In the Greater Cincinnati area, title companies work in the background. Their work begins right after you have an accepted contract with title searches, helping to clear liens, and continues until after the closing. The actual closing takes a lot of prep work following the lenders and legal dictates. Think of a football team taking the ball from the 10-yard line and moving it across the goal line.
As part of your closing funds need to be electronically transferred to the title company. Closing costs often include down payments and money to cover additional fees and expenses. In short, it can be a chunk of change.
Title companies work diligently to avoid fraud but most of your communications with them are via email or phone. And we know a lot of emails are not secure. But until title companies invest tons of money into secured portals -we’re going to have to be extra careful to avoid wire fraud.
Mortgage wire fraud is a scam where a hacker poses as your Realtor® or Title Company agent and convinces you to divert your closing costs to a fraudulent account.
According to experts mortgage wire fraud relies on a hacking technique called phishing. In a phishing scam, a hacker uses fake emails, phone numbers, and/or websites to impersonate legitimate people
The title company works in the background with your Realtor® and lender. Any sensitive private information the title company requires should be communicated directly with them. Realtors® are aware of the problems with fraud and are super careful about not taking or transmitting personal information. So if your agent says to contact the title company directly- it’s the right thing to do.
Remember scammers who run mortgage wire frauds might use an email address or phone number that looks like the one your real estate agent or lender uses.
These emails and texts can look authentic and even contain personal information that only someone you know would have. Of course, the scammer phishes your personal information out of out an unsecured email inbox beforehand.
Scammers might also use a technique called “spoofing” to make emails look more legitimate. Spoofing occurs when a scammer uses special software to mimic your agent or lender’s phone number or email. When a scammer calls or emails you from a spoofed account, it can look exactly like you’re talking to someone you trust.
The goal of mortgage wire fraud is to get your closing costs into an account that the scammer owns.
Quite often the scammer tells you that there’s been a last-minute change in their banking procedures. They might also tell you that they sent the wrong address the first time.
The bottom line the wiring information provided by the scammer ensures your money goes straight into their pockets.
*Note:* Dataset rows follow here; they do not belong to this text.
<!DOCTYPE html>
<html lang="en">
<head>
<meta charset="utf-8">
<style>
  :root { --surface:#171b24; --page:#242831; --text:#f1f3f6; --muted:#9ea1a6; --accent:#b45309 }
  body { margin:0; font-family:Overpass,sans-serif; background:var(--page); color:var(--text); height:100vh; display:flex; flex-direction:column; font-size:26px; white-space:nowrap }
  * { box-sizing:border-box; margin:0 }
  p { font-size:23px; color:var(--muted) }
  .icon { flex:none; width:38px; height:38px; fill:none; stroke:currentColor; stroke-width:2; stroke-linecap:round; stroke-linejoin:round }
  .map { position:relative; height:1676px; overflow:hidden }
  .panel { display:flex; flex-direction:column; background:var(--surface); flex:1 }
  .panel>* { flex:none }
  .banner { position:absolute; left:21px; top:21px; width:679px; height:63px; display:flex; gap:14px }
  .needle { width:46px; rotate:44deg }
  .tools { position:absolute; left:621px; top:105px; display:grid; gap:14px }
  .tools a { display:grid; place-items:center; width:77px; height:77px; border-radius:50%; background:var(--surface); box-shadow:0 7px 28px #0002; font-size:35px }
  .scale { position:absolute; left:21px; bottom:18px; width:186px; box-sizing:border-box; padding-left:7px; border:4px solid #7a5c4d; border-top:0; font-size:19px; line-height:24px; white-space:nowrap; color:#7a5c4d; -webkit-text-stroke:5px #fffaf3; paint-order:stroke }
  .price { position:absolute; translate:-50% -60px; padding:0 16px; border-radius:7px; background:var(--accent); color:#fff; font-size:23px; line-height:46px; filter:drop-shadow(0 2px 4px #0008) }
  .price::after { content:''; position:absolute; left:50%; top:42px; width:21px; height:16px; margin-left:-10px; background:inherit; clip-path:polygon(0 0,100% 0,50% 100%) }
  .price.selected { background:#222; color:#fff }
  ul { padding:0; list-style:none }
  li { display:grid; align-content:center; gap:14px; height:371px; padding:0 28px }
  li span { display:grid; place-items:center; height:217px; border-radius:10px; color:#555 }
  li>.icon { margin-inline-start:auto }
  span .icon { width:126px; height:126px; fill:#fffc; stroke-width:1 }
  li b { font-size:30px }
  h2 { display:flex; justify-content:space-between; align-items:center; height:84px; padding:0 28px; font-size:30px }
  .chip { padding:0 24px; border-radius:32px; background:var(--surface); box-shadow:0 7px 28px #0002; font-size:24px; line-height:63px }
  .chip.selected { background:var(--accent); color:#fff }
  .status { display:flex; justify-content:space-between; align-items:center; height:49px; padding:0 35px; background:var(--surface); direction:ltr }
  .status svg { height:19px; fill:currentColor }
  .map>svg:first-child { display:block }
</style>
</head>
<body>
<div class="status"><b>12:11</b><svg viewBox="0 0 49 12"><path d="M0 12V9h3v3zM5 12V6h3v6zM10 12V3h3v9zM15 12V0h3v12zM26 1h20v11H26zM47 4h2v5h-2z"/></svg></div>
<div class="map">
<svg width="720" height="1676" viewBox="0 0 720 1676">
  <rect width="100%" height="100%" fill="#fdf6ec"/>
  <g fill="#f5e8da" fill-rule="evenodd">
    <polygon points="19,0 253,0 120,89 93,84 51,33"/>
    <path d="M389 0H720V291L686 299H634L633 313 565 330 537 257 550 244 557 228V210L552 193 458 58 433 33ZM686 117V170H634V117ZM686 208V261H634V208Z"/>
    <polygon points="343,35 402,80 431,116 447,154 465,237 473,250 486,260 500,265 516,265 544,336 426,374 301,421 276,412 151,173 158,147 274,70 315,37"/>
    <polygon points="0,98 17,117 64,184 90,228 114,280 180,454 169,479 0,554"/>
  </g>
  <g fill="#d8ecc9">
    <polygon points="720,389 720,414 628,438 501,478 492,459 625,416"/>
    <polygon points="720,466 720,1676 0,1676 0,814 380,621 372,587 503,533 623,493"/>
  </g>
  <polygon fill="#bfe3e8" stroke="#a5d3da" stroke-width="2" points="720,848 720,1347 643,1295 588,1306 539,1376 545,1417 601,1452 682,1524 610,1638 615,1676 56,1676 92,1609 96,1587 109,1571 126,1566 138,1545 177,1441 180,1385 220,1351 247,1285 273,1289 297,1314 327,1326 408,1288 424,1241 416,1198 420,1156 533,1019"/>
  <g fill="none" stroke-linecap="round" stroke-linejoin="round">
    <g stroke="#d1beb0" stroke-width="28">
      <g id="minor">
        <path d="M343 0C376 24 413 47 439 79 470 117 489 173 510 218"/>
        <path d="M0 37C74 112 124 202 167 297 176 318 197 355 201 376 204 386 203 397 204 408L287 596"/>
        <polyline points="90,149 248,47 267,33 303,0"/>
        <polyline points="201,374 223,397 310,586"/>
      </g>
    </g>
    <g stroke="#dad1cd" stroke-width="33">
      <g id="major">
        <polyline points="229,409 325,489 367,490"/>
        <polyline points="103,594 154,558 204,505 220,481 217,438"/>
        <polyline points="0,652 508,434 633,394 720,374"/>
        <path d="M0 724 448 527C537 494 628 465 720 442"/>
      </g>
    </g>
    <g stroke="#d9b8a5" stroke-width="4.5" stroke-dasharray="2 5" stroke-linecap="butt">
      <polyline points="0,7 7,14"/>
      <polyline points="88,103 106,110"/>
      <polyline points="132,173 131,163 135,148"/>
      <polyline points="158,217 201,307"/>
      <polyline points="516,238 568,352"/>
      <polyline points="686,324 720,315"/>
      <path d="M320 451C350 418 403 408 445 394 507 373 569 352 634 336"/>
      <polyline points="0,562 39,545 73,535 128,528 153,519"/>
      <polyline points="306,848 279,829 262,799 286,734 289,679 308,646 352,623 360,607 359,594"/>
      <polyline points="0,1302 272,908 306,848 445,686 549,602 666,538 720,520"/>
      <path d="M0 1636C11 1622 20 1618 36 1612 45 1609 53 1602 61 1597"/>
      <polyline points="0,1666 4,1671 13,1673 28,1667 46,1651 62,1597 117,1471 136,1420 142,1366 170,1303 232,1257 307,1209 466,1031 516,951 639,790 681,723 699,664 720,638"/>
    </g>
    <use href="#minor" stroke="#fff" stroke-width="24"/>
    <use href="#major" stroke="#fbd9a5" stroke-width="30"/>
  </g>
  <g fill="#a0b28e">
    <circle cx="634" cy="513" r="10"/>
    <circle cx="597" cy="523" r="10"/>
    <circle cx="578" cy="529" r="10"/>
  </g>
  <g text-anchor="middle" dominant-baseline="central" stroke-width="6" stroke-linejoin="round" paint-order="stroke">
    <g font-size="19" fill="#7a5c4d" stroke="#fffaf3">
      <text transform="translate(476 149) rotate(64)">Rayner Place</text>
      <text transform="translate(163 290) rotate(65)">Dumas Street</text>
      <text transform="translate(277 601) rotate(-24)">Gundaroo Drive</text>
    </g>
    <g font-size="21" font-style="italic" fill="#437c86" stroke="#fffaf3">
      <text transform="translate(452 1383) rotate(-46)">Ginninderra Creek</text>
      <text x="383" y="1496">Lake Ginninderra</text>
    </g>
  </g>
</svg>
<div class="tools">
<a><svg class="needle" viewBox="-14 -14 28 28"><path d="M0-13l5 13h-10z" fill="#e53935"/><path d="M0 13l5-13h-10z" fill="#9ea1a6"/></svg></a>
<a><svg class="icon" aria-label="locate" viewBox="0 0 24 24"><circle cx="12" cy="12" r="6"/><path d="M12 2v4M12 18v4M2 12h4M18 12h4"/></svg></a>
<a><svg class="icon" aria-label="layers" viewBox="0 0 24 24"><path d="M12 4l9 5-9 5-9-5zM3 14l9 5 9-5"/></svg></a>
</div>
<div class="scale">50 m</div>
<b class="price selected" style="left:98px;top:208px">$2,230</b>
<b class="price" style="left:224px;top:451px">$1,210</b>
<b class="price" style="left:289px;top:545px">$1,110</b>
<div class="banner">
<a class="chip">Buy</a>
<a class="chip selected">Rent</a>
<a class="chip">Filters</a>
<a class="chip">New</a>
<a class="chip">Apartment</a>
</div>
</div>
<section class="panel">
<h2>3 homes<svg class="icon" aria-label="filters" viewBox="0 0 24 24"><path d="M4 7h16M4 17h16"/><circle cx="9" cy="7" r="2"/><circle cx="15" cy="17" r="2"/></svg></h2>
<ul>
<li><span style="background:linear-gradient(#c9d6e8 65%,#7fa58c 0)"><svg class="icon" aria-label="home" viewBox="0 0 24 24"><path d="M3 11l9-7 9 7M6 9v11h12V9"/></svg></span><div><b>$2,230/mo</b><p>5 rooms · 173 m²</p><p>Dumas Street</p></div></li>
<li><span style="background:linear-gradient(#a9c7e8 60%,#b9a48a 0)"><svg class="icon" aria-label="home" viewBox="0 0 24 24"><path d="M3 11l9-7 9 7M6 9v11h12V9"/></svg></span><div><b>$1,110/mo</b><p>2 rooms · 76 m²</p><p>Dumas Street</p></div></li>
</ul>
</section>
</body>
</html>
Mortgage wire fraud can leave you thousands of dollars in debt and delay your closing.
Be aware of the following red flags to prevent mortgage wire fraud:
Understanding the closing process before your money is due can help you avoid scams. Speak with the title company agent directly via phone to discuss the details.
Be very hesitant to “discuss” the closing process via unsecured email. “Phishers” often use this information later to pose as someone from the lender or the title company.
You should have a couple of contact methods for everyone involved in your closing transaction. This includes the lender, real estate agent, and title agent. Write down each party’s name, phone number, email address, and any other form of contact information you have.
(Or use the Consumer Financial Protection Bureau’s Mortgage Closing Checklist to store this information)
Email is never a safe way to transmit your financial information. Stick with in-person meetings or phone conversations to share important information.
Double-check and follow up on any emails with wiring instructions. Contact the title agent via phone to confirm the account number and name. And remember the contact list you made- call the number on your list -not the number on the email.
Scammers love to cause confusion and panic. At the last minute, they may change wiring instructions or additional costs that need to have money wired. Be on the defensive and talk to the title company to confirm any changes.
Your Realtor® is also playing offense to keep the closing on schedule. In order to minimize having your personal information in too many places, many real estate agents direct you to contact the source directly. They watching the closing information along with you- but it’s hard to tell if you’re receiving the same information if a scammer is involved.